Neighboring countries of China will also "benefit directly" from the implementation of China's strategy to develop its vast western regions and its "go global" strategy as well, he noted.
In order to increase personnel exchanges and trade and business cooperation, the Shanghai-based China Eastern Airlines will launch regular flights from Beijing to Delhi from March 28 this year, establishing direct air links between the two countries, Zhu announced "with great pleasure."
In a clear display of development, the Chinese Premier said he was "fully confident" that the Chinese economy would "advance on a larger scale and to a higher level" at the beginning of the new century.
Claiming that China will continue with its "sustained, rapid and sound growth," Zhu said that China would attain its objective of increasing Gross Domestic Product by 7 percent annually during the 10th Five-Year Plan period from 2001 to 2005.
China will also "open still wider" to the rest of the world andprovide better conditions for overseas investors, the premier said.

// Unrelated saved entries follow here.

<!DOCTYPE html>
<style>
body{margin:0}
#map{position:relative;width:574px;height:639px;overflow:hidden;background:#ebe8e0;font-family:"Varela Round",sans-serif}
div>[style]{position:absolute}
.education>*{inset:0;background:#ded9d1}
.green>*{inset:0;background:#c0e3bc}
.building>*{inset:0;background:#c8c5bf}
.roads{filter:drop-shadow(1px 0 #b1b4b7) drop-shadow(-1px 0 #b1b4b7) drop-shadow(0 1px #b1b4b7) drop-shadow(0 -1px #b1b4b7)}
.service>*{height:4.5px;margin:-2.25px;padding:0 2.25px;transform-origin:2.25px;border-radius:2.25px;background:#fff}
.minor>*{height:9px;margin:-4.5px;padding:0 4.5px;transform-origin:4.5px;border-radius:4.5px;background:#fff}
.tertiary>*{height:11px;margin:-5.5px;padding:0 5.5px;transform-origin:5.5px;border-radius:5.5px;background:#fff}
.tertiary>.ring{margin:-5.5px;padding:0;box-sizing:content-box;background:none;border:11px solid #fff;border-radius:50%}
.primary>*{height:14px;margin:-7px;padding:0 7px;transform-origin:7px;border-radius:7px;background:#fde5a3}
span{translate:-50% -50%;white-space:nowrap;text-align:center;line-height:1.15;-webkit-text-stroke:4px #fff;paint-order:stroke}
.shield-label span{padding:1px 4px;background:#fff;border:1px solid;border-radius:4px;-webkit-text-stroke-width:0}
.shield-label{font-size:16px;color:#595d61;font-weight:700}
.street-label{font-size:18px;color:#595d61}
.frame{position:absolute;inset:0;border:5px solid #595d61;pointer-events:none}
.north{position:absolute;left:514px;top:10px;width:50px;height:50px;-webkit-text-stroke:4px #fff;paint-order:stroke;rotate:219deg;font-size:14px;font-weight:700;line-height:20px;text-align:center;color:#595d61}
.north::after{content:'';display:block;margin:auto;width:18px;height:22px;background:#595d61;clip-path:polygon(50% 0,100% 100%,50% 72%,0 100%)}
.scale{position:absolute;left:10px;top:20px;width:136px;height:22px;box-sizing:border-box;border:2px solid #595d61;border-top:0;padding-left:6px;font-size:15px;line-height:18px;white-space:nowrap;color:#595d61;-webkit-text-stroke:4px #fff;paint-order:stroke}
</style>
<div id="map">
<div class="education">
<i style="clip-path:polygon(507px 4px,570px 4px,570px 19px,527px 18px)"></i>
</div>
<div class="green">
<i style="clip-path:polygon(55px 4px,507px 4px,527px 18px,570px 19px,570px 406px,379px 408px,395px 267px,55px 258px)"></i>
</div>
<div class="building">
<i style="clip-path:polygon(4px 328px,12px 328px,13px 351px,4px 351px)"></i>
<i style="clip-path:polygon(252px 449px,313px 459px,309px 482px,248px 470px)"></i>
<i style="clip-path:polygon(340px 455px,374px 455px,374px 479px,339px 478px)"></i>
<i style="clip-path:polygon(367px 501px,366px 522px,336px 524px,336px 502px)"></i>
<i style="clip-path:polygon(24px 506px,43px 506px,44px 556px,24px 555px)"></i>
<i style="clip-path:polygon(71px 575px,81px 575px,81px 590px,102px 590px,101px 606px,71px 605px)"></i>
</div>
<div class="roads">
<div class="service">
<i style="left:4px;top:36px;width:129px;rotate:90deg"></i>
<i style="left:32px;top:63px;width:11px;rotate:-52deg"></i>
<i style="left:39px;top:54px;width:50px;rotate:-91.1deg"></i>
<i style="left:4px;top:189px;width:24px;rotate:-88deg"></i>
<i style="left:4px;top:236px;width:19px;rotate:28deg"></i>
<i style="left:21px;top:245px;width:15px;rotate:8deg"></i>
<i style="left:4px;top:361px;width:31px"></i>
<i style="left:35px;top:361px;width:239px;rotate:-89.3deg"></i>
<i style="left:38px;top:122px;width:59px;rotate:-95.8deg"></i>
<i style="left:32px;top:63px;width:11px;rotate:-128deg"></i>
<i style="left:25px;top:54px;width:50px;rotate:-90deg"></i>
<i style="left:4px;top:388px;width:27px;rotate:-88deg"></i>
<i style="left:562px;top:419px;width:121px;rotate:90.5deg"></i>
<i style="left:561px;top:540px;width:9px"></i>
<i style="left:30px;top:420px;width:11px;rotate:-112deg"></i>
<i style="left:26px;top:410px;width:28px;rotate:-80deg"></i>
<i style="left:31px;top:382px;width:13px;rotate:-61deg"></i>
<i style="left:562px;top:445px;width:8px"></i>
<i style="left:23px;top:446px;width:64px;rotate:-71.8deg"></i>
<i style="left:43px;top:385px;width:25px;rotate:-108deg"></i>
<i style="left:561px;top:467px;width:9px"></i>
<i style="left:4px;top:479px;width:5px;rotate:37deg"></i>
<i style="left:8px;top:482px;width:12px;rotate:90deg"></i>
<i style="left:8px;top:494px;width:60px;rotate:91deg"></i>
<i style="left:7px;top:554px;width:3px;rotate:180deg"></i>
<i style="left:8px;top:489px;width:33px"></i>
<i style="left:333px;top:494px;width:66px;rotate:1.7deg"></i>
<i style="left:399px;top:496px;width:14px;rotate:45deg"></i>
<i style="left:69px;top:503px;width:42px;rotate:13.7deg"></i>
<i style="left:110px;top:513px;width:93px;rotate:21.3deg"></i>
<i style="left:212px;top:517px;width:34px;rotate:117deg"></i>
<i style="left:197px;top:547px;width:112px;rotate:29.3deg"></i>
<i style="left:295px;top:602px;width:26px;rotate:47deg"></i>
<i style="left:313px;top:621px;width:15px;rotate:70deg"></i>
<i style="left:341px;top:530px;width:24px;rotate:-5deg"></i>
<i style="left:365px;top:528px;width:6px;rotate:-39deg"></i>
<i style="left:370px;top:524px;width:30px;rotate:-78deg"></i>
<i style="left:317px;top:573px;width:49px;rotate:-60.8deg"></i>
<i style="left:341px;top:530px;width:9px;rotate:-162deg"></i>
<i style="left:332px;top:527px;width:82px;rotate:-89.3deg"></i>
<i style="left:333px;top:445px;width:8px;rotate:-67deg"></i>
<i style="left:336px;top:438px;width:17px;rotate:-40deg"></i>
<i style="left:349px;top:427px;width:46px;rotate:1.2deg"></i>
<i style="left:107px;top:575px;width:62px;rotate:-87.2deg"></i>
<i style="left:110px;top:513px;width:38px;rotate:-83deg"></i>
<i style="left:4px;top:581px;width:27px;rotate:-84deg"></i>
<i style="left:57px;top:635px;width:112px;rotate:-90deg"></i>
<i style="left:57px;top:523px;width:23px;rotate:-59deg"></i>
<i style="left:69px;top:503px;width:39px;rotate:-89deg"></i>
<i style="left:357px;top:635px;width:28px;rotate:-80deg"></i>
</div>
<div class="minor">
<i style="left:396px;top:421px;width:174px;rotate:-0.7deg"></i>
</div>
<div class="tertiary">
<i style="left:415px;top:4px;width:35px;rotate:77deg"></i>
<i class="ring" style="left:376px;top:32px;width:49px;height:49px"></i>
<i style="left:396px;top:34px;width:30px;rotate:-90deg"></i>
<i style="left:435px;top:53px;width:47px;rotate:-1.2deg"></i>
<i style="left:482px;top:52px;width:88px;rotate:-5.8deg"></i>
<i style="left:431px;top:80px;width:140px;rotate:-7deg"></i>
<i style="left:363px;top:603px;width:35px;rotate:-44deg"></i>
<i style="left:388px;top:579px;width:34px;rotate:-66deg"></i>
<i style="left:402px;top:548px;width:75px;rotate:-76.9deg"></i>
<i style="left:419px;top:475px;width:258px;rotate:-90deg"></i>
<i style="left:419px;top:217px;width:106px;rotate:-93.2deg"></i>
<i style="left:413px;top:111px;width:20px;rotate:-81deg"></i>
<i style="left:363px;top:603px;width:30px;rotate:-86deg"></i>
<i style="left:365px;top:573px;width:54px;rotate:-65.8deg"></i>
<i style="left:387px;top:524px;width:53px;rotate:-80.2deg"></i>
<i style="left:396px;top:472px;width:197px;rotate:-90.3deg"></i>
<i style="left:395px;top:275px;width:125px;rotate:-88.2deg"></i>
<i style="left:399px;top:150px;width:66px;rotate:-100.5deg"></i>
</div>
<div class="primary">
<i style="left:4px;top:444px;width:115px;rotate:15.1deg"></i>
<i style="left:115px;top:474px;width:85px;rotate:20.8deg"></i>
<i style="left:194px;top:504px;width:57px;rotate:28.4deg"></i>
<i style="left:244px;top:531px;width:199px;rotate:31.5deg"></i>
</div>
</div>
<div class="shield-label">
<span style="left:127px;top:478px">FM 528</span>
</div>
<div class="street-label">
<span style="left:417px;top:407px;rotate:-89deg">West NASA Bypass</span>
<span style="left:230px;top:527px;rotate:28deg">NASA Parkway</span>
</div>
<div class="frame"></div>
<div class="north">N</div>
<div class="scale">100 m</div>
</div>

China, which joined the World Trade Organization (WTO) late last year, will "abide by WTO rules in good faith" and "honor its commitments made upon the WTO accession," he promised, adding that China's economic system and market environment will also be further improved.
Describing the current level of cooperation between China and India as "by no means commensurate with both countries' strength and status," the Chinese Premier made a three-point proposal on how to bring bilateral cooperation to a new high. This includes stepping up exchanges to enhance mutual understanding,exploiting the complementarity of the two economies to help each other, and " looking to the future" while expanding cooperation.

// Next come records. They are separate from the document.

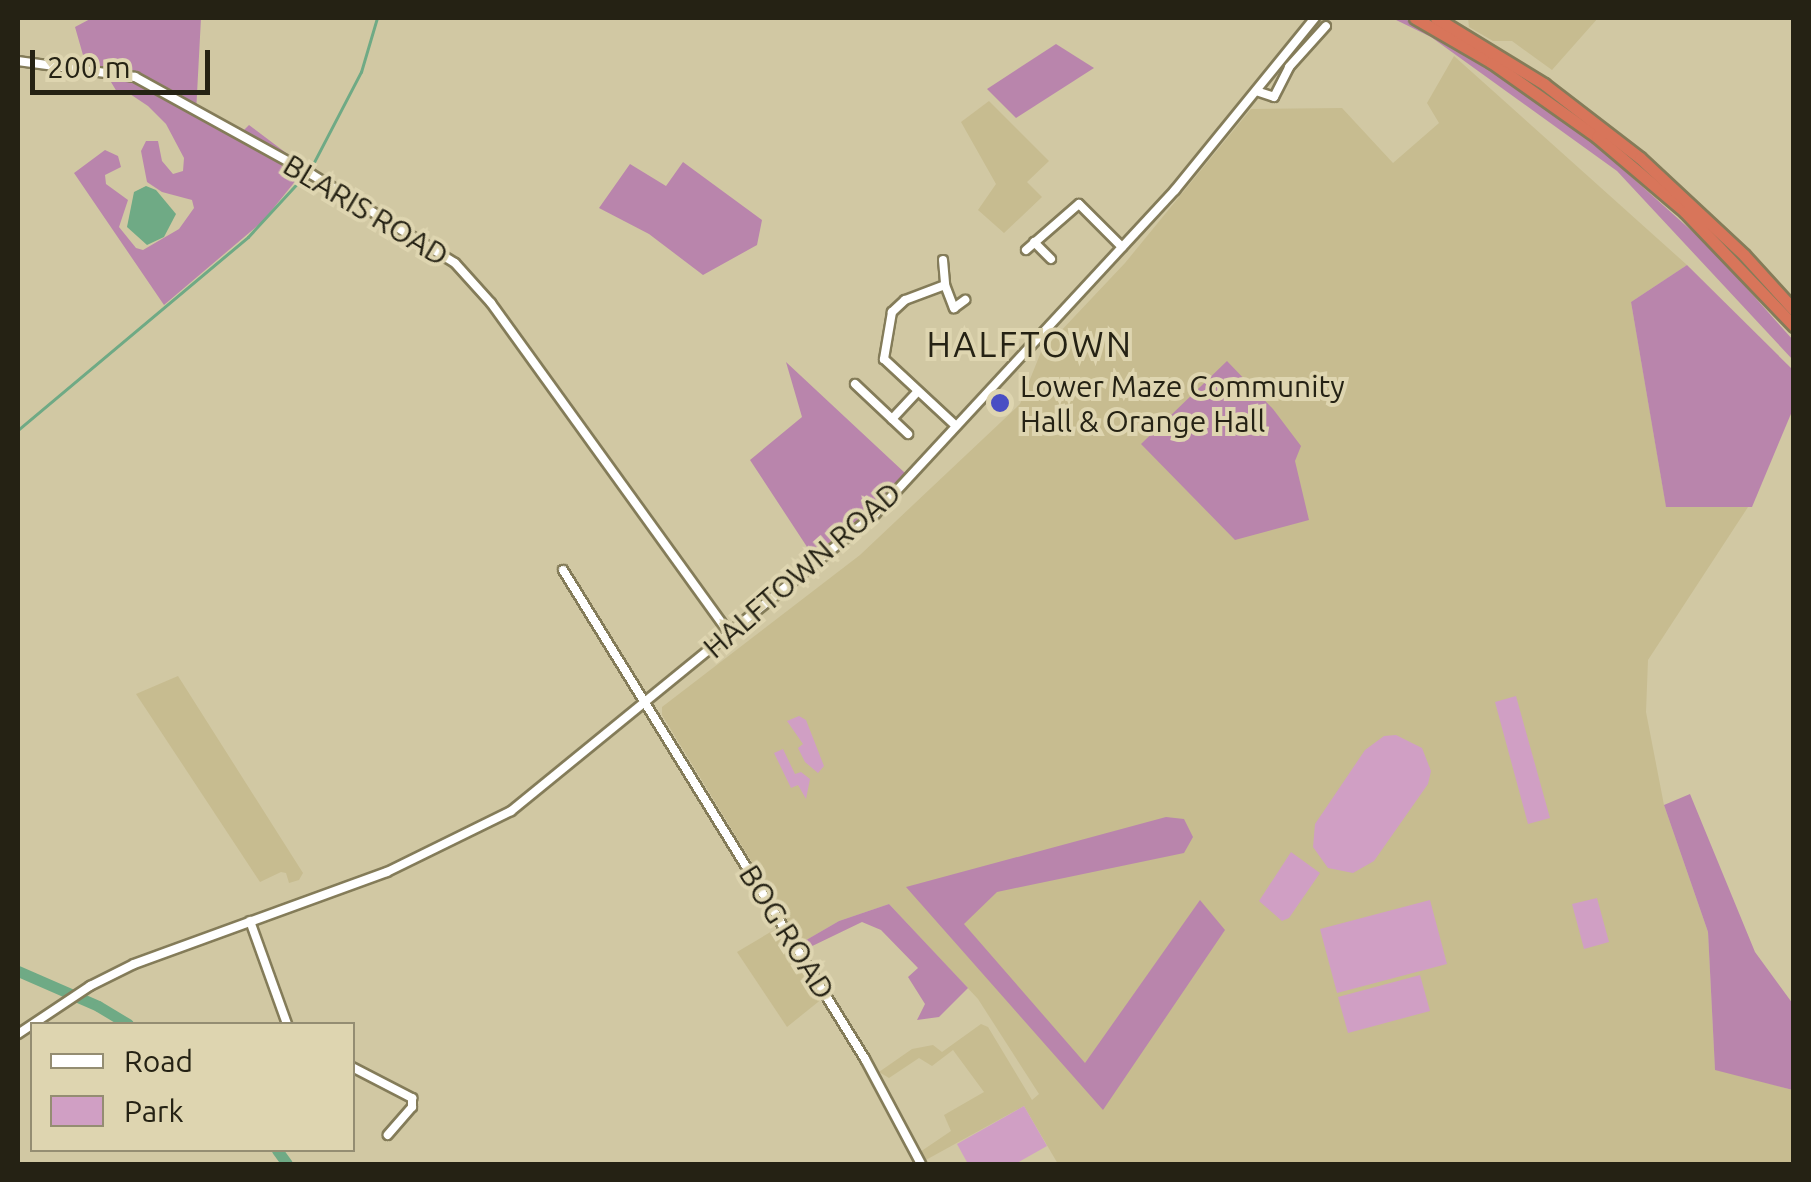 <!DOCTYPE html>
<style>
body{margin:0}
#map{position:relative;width:1811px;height:1182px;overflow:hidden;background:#d1c8a3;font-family:Ubuntu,sans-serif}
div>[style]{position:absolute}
.built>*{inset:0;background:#c7bc90}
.green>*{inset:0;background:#d09fc4}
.forest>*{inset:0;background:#b985ac}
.water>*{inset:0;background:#6faa85}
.stream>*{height:2.5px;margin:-1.25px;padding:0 1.25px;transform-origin:1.25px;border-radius:1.25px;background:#6faa85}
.river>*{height:11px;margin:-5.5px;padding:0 5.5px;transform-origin:5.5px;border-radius:5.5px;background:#6faa85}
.roads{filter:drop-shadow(2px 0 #847c59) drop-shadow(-2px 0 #847c59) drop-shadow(0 2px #847c59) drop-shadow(0 -2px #847c59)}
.minor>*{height:8px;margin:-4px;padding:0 4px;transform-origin:4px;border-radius:4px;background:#fff}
.highway>*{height:11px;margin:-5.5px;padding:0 5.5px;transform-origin:5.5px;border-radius:5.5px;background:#d8755a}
.dots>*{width:28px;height:28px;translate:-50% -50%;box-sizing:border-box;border:5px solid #ded5b0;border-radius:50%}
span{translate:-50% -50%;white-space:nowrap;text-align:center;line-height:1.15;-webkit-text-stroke:8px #ded5b0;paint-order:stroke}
.street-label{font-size:30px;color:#252214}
.poi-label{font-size:30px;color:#252214}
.left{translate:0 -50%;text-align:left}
.quarter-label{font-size:35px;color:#252214;letter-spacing:2.5px}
.frame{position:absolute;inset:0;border:20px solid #252214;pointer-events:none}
.legend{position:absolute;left:30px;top:1022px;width:325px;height:130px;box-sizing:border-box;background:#ded5b0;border:2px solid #948d72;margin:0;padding:12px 18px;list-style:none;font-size:30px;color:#252214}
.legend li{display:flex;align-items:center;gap:20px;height:50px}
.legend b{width:50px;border:2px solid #948d72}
.scale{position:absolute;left:30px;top:50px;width:180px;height:45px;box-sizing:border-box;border:5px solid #252214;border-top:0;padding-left:12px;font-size:30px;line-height:35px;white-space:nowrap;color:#252214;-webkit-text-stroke:8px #ded5b0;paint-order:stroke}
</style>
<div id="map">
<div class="built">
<div style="clip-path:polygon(1468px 18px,1598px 18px,1552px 70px,1512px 41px,1493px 41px,1469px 27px)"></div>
<div style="clip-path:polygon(1454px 56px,1687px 265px,1631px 302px,1666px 506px,1748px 507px,1648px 660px,1646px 712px,1664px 805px,1708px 932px,1715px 1069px,1793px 1090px,1793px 1164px,1058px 1164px,1024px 1106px,924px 1161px,920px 1152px,951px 1131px,944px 1115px,984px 1092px,953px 1050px,932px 1066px,919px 1058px,889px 1078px,879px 1072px,912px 1049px,933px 1045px,942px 1052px,981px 1024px,988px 1027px,1032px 1100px,1039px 1094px,978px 999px,889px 904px,839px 921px,801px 943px,662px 715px,662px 707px,860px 555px,1020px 404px,1041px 352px,1125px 263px,1251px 109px,1342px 108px,1393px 163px,1439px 123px,1427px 103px)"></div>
<div style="clip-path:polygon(989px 101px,1049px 161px,1027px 182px,1042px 197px,1004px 233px,978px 210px,996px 184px,961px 122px)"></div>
<div style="clip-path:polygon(178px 676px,303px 873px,299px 880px,289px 883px,286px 873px,281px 872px,260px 882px,136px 694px)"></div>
<div style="clip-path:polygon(779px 927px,823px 998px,787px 1027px,737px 952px)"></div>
</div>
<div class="green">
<div style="clip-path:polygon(1516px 696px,1550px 818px,1528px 824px,1495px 702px)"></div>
<div style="clip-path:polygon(799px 716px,806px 720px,824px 766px,818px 773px,805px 762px,798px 748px,803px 744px,787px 721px)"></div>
<div style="clip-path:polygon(1396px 735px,1422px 748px,1431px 771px,1428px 784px,1374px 861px,1353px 873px,1328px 868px,1313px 847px,1315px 824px,1365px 750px,1384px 736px)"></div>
<div style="clip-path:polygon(783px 749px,795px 774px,801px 772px,810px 779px,806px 799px,798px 785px,791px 788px,774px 753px)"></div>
<div style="clip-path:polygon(1291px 852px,1320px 873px,1289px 918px,1282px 921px,1259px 901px)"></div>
<div style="clip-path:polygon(1597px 898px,1609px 942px,1584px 949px,1572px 904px)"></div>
<div style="clip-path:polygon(1430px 900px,1447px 964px,1337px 993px,1320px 929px)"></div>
<div style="clip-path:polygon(1420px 975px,1430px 1011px,1348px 1033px,1338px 997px)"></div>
<div style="clip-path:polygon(1024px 1106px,1047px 1146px,1015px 1164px,968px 1164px,957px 1144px)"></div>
</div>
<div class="forest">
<div style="clip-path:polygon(92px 18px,201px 18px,196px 113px,241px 133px,249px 125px,306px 168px,263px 221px,164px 305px,74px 173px,105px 150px,118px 156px,121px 167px,105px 175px,106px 184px,128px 200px,119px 227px,136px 248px,143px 250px,179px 229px,194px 208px,192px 200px,162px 192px,147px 182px,141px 151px,146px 141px,158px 141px,162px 161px,173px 174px,183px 171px,184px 158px,166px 124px,148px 106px,130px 94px,117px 92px,102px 67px,85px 62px,75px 27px)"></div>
<div style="clip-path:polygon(1392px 18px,1403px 18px,1437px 36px,1578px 129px,1712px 249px,1793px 340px,1793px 360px,1617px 171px,1431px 37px)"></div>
<div style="clip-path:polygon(1056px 44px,1094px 68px,1016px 118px,987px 89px)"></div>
<div style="clip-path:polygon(683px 162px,762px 220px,757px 245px,703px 275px,649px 234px,599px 208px,630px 164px,666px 186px)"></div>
<div style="clip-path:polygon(1687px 265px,1793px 370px,1793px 409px,1752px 507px,1666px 507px,1631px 302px)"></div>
<div style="clip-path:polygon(1227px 361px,1273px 409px,1301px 446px,1295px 461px,1309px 520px,1235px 540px,1141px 444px)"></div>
<div style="clip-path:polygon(786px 362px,905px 473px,883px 499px,813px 556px,750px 460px,802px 417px)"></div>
<div style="clip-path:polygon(1690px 794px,1755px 952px,1793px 1004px,1793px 1090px,1715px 1070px,1708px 932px,1664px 805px)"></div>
<div style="clip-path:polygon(1166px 817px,1184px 819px,1193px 837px,1184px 853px,997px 892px,964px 924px,1085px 1063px,1200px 900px,1225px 930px,1103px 1110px,906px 887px)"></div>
<div style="clip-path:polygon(889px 904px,968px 988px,939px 1017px,917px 1020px,925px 1004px,908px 977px,918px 968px,881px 930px,862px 922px,804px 950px,801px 943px,839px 921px)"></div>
</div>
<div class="water">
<div style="clip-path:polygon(146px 186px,156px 190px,176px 214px,164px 237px,147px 245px,127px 227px,134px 192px)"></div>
</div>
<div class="stream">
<div style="left:312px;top:166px;width:106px;rotate:-62.5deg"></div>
<div style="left:361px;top:72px;width:56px;rotate:-73.5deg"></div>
<div style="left:18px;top:430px;width:300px;rotate:-40deg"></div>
<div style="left:248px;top:237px;width:83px;rotate:-47.4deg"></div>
<div style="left:281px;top:1157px;width:7px;rotate:74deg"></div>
</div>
<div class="river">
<div style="left:18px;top:971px;width:87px;rotate:23.6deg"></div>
<div style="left:98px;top:1006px;width:35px;rotate:31deg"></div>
<div style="left:277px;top:1150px;width:17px;rotate:54deg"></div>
</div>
<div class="roads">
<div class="minor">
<div style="left:18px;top:61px;width:118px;rotate:7.8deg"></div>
<div style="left:135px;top:77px;width:201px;rotate:28.9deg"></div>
<div style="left:311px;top:174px;width:169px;rotate:31.7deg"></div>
<div style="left:455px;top:263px;width:54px;rotate:48deg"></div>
<div style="left:491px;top:303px;width:408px;rotate:54.2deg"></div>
<div style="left:1256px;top:91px;width:19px;rotate:18deg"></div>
<div style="left:1274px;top:97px;width:34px;rotate:-63deg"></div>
<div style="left:1289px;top:67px;width:55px;rotate:-47.9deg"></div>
<div style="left:1034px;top:242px;width:24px;rotate:45deg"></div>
<div style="left:1026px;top:250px;width:70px;rotate:-41deg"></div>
<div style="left:1079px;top:204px;width:61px;rotate:45deg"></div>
<div style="left:943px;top:260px;width:25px;rotate:85deg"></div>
<div style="left:945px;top:285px;width:43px;rotate:159.4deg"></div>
<div style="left:905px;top:300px;width:18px;rotate:137deg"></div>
<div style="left:892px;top:312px;width:48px;rotate:99.7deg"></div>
<div style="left:884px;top:359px;width:98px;rotate:42.9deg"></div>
<div style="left:945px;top:285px;width:25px;rotate:69deg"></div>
<div style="left:954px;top:308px;width:14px;rotate:-36deg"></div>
<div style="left:855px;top:384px;width:73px;rotate:43.3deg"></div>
<div style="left:892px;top:419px;width:38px;rotate:-47deg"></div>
<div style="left:563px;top:570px;width:575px;rotate:58.3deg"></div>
<div style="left:865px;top:1059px;width:119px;rotate:61.9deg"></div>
<div style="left:250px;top:921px;width:109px;rotate:70.2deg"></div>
<div style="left:18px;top:1034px;width:87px;rotate:-33.7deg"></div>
<div style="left:90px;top:986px;width:49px;rotate:-26.6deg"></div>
<div style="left:134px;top:964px;width:269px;rotate:-20deg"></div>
<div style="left:387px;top:872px;width:138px;rotate:-26.2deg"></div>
<div style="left:511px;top:811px;width:470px;rotate:-39.2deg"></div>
<div style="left:875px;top:514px;width:442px;rotate:-47.2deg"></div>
<div style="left:1175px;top:190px;width:222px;rotate:-50.9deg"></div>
<div style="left:352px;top:1067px;width:68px;rotate:27.3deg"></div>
<div style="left:412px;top:1098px;width:9px;rotate:90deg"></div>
<div style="left:412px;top:1107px;width:37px;rotate:131deg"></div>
</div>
<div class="highway">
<div style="left:1415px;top:18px;width:88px;rotate:30.1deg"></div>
<div style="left:1491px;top:62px;width:130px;rotate:35.3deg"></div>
<div style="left:1597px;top:137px;width:116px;rotate:40.4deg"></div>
<div style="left:1685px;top:212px;width:158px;rotate:46.3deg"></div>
<div style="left:1436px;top:18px;width:127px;rotate:31.4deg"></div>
<div style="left:1544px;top:84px;width:121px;rotate:37.6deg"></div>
<div style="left:1640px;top:158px;width:142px;rotate:43deg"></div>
<div style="left:1744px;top:255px;width:74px;rotate:47.7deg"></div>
</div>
</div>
<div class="dots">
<div style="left:1000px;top:403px;background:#494ec4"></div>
</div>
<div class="street-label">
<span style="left:366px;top:210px;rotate:31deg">BLARIS ROAD</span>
<span style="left:802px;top:570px;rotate:-41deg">HALFTOWN ROAD</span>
<span style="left:787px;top:932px;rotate:58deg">BOG ROAD</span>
</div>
<div class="poi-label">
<span class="left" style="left:1020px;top:403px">Lower Maze Community<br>Hall &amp; Orange Hall</span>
</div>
<div class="quarter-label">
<span style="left:1030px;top:344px">HALFTOWN</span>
</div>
<div class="frame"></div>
<ul class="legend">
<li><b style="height:12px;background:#fff"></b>Road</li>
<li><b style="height:28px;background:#d09fc4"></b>Park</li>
</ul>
<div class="scale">200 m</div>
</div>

Elaborating on the "marked complementarity" in Chinese and Indian economies, Zhu said that China has an edge in mechanical and electrical products, textile and light industries and also in engineering and construction, while India is developing very fast in software and other fields. There is also a lot for both sides to do in commodity trade, technological exchange,resources development, project contracting and other fields, he added.
He went on to suggest that the seventh session of the China-India Joint Group on Economic Relations and Trade, Science and Technology be held as soon as possible so as to work out the details for economic cooperation and trade in the period to come."A stable and consolidated China-India relationship will give greater hope to the solidarity, stability and prosperity of Asia. I have full confidence in the development of Sino-Indian relations," the Chinese Premier concluded.